Small PR Firm Fishes Big Media Coverage Out of The Recycling Bin

It's relatively easy to get media coverage for celebrity events, a corporate crisis or even a plane crash. But what do you do when your client asks you to devise a campaign centered on aluminum cans headed for the recycling bin?

The client, Richmond, Va.-based Reynolds Metals Company, makers of Reynolds Wrap Aluminum Foil, wanted to create awareness of its specialized recycling division, Reynolds Recycling, and highlight its position as the primary aluminum recycling company in selected local communities. (Reynolds Recycling was launched in 1968 as the nation's first consumer-oriented recycling business.) It also wanted to stimulate an interest in recycling and the role it plays in helping to preserve the environment.

The answer was the creation of "Kids, Cans, Plus!," an elementary, middle and high school recycling contest for kids ages 6 to 18 that was created and launched in 1994-95 by Richmond PR firm Amann & Associates Public Relations.

Execs at Amann readily admit that getting the media interested in covering a bunch of crushed cans had its challenges - and so it mined the appeal of the story by highlighting certain themes popular with local media in the rural communities the contests would take place, in Virginia, North and South Carolina, Tennessee, Illinois, Alabama, Louisiana, Maryland, Washington, D.C., Delaware and Florida.

"It's localized, it focuses on schools and funding, environmental issues, and it is very visual," says Laura O'Brien, president, Amann. "The recycling comes first, and the PR comes afterwards -- not the reverse -- and it makes for an even stronger story." Amann has worked with Reynolds for almost 10 years.

Schools that signed on to participate in the contest were paid a market-driven price, per pound, for the aluminum cans they collected and brought to a designated Reynolds recycling center in their area.

Amann & Associates' efforts had to simultaneously get schools interested in the contest and inspire them to enthusiastically participate (through press kits and other materials, and through the promise of cash awards), which would in turn interest the local media in covering the contest.

And the program has attracted more schools to participate and increased media coverage over the past three years.
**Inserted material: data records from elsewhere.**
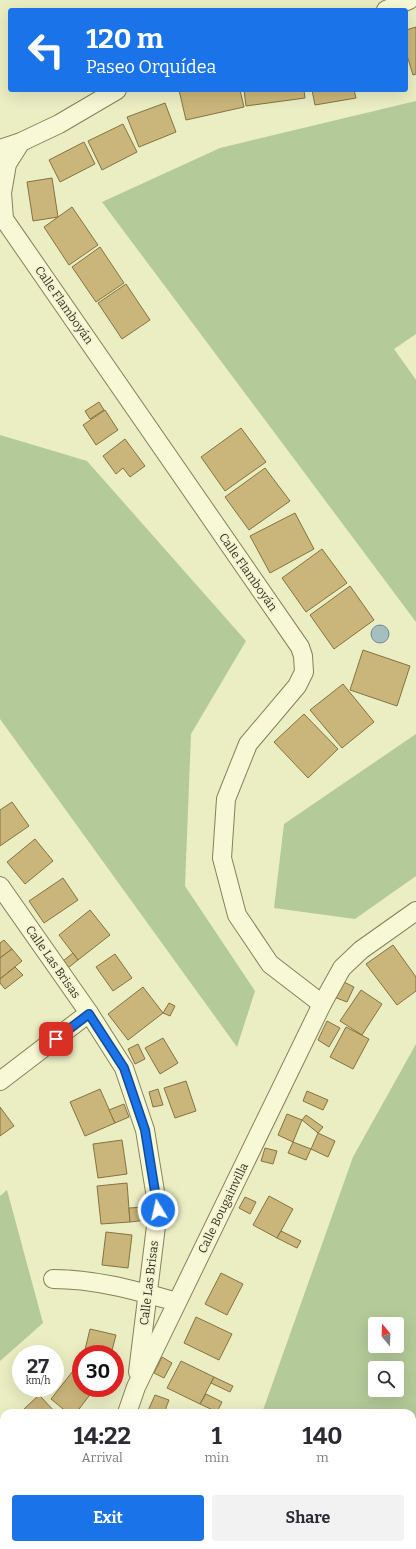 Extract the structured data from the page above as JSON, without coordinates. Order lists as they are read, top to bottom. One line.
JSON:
{"streets":{"street":["Calle Flamboyán","Calle Las Brisas","Calle Bougainvilla"]},"crossings":[["Calle Flamboyán","Calle Bougainvilla"],["Calle Las Brisas","Calle Bougainvilla"]],"north":"top","page":{"turn":["120 m","Paseo Orquídea"],"speed":"27 km/h","limit":"30","eta":["14:22","Arrival","1","min","140","m"],"buttons":["Exit","Share"]}} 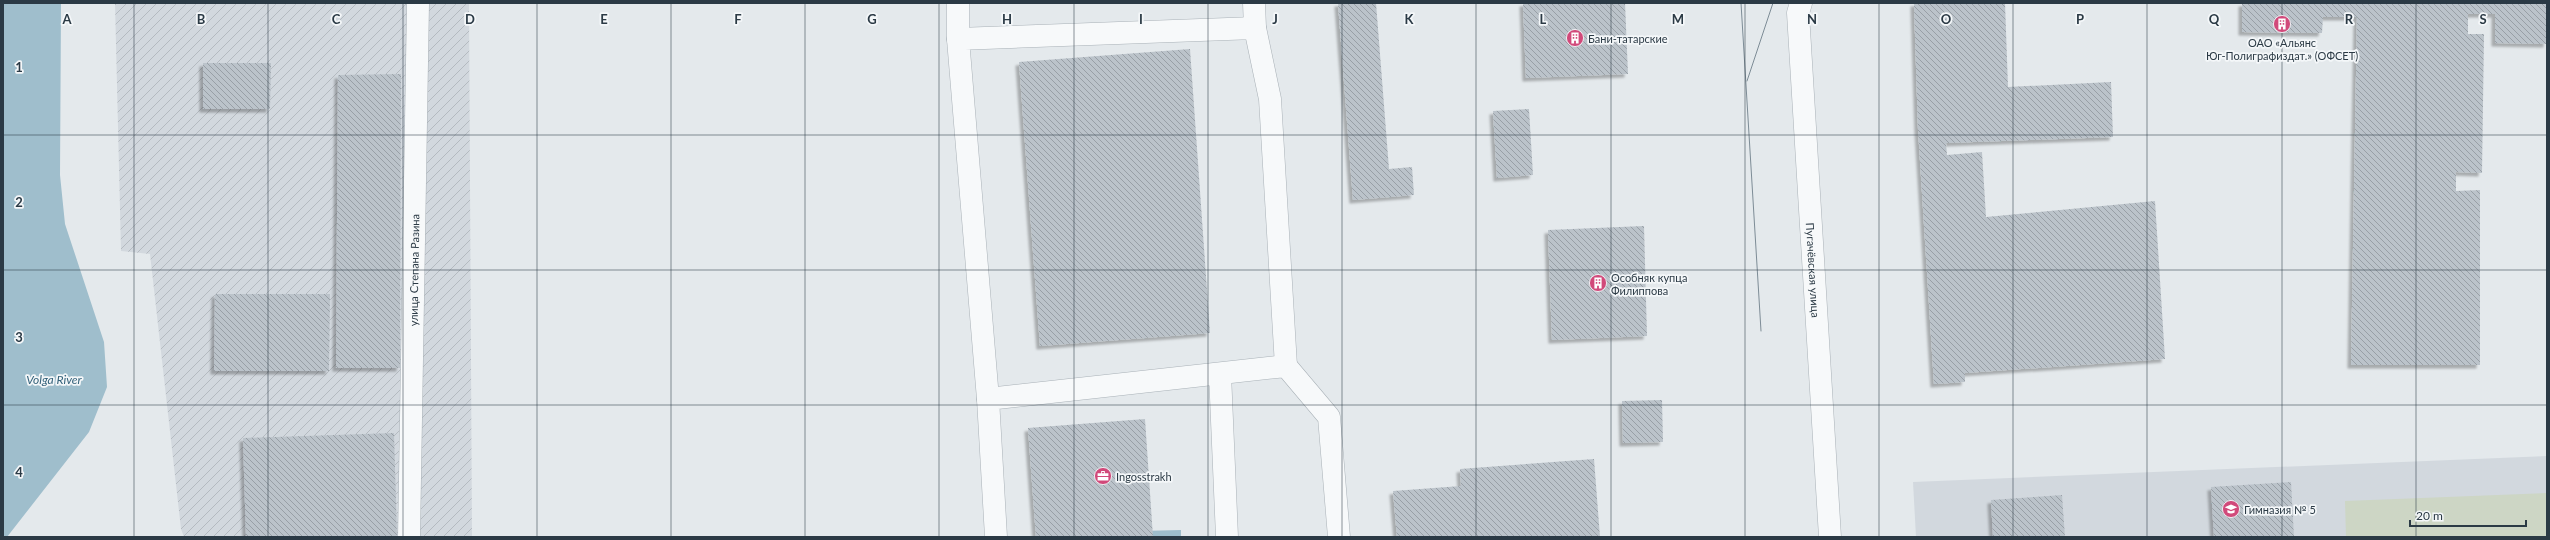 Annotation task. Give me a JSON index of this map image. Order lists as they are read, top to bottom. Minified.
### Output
{"streets":{"street":["улица Степана Разина","Пугачёвская улица"]},"water":["Volga River"],"places":{"building":["ОАО «Альянс Юг-Полиграфиздат.» (ОФСЕТ)","Бани-татарские","Особняк купца Филиппова"],"office":["Ingosstrakh"],"school or university":["Гимназия № 5"]},"scale_bar":"20 m","grid":{"columns":["A","B","C","D","E","F","G","H","I","J","K","L","M","N","O","P","Q","R","S"],"rows":["1","2","3","4"]}} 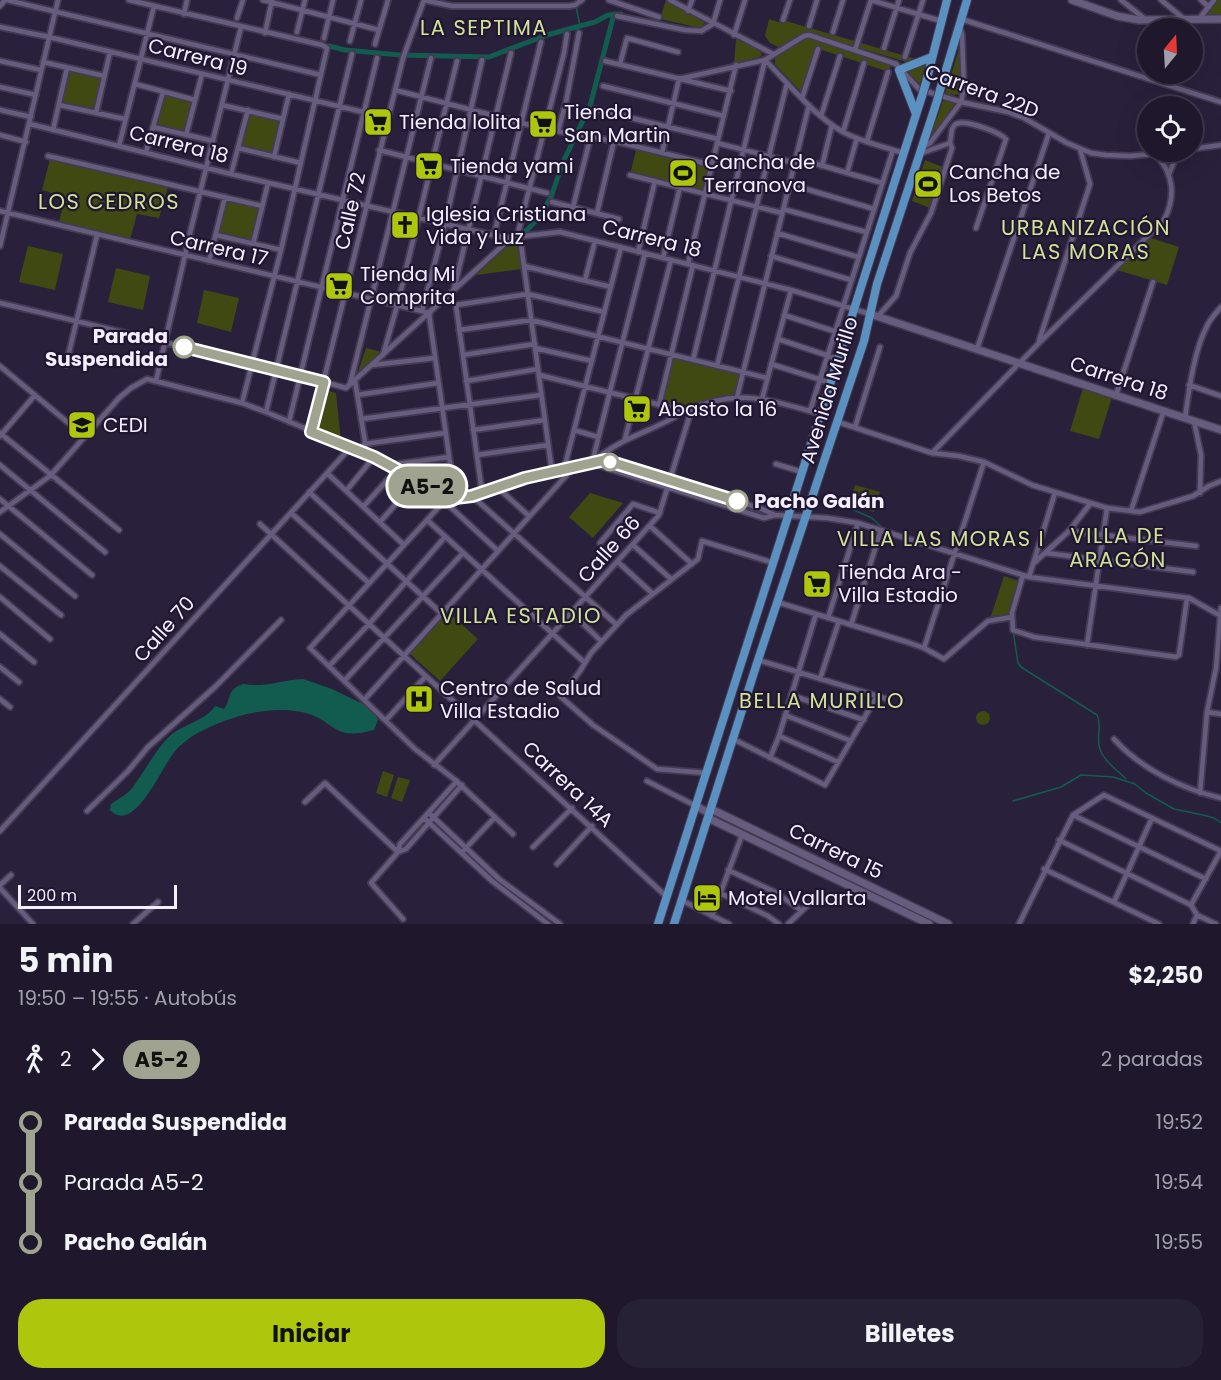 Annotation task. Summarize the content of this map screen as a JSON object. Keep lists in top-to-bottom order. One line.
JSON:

It recently won an International Public Relations Association Golden World Award for Excellence in Public Relations in the category of educational programs for the 1995-96 contest.

It also has met the client's goal of increasing communal participation in recycling: In the 1996-97 contest, participating schools recycled 453,083 pounds of aluminum, compared to the 1995-96 total of 424,772 pounds, a 7% increase. There were 1,296 schools that participated in '96-'97, compared with 937 schools in '95-'96 and 558 schools in '94-'95.

Amann & Associates

Founded: March 1, 1988

Employees: 7

Clients: 10

Billings in '97: $1.7 million

Amann inspired the schools to participate in the '96-'97 contest by creating a race track theme, and renaming it "Race into Recycling with Kids, Cans, Plus!" and through other features designed to recognize their accomplishments, such as schools that recycled 2,000 pounds or more and were inducted into the "One Ton Club." When schools reached these milestones, the local press often covered it -- further inspiring the schools to increase their participation. Amann also created an award designed to honor the "recycling educator of the year" that provided the media with a hook during the middle of the contest.

"That's what turns on the local media in a rural market -- stories about schools and teachers," says O'Brien. "The media is eager to highlight teachers."

The approximate cost of running the contest was $18,000 in 1995-96, not including Amann's fee to Reynolds.

More than 16,000 teaser postcards about the contest were sent to PTA presidents in all schools within the contest areas, asking recipients to call a toll-free hotline to receive more information and an educational kit.

Also, a packet of information was sent to 500 city/county/town recycling coordinators in the contest areas.

Additionally, Amann assisted all schools in staging a recycling event that would serve to attract the local media.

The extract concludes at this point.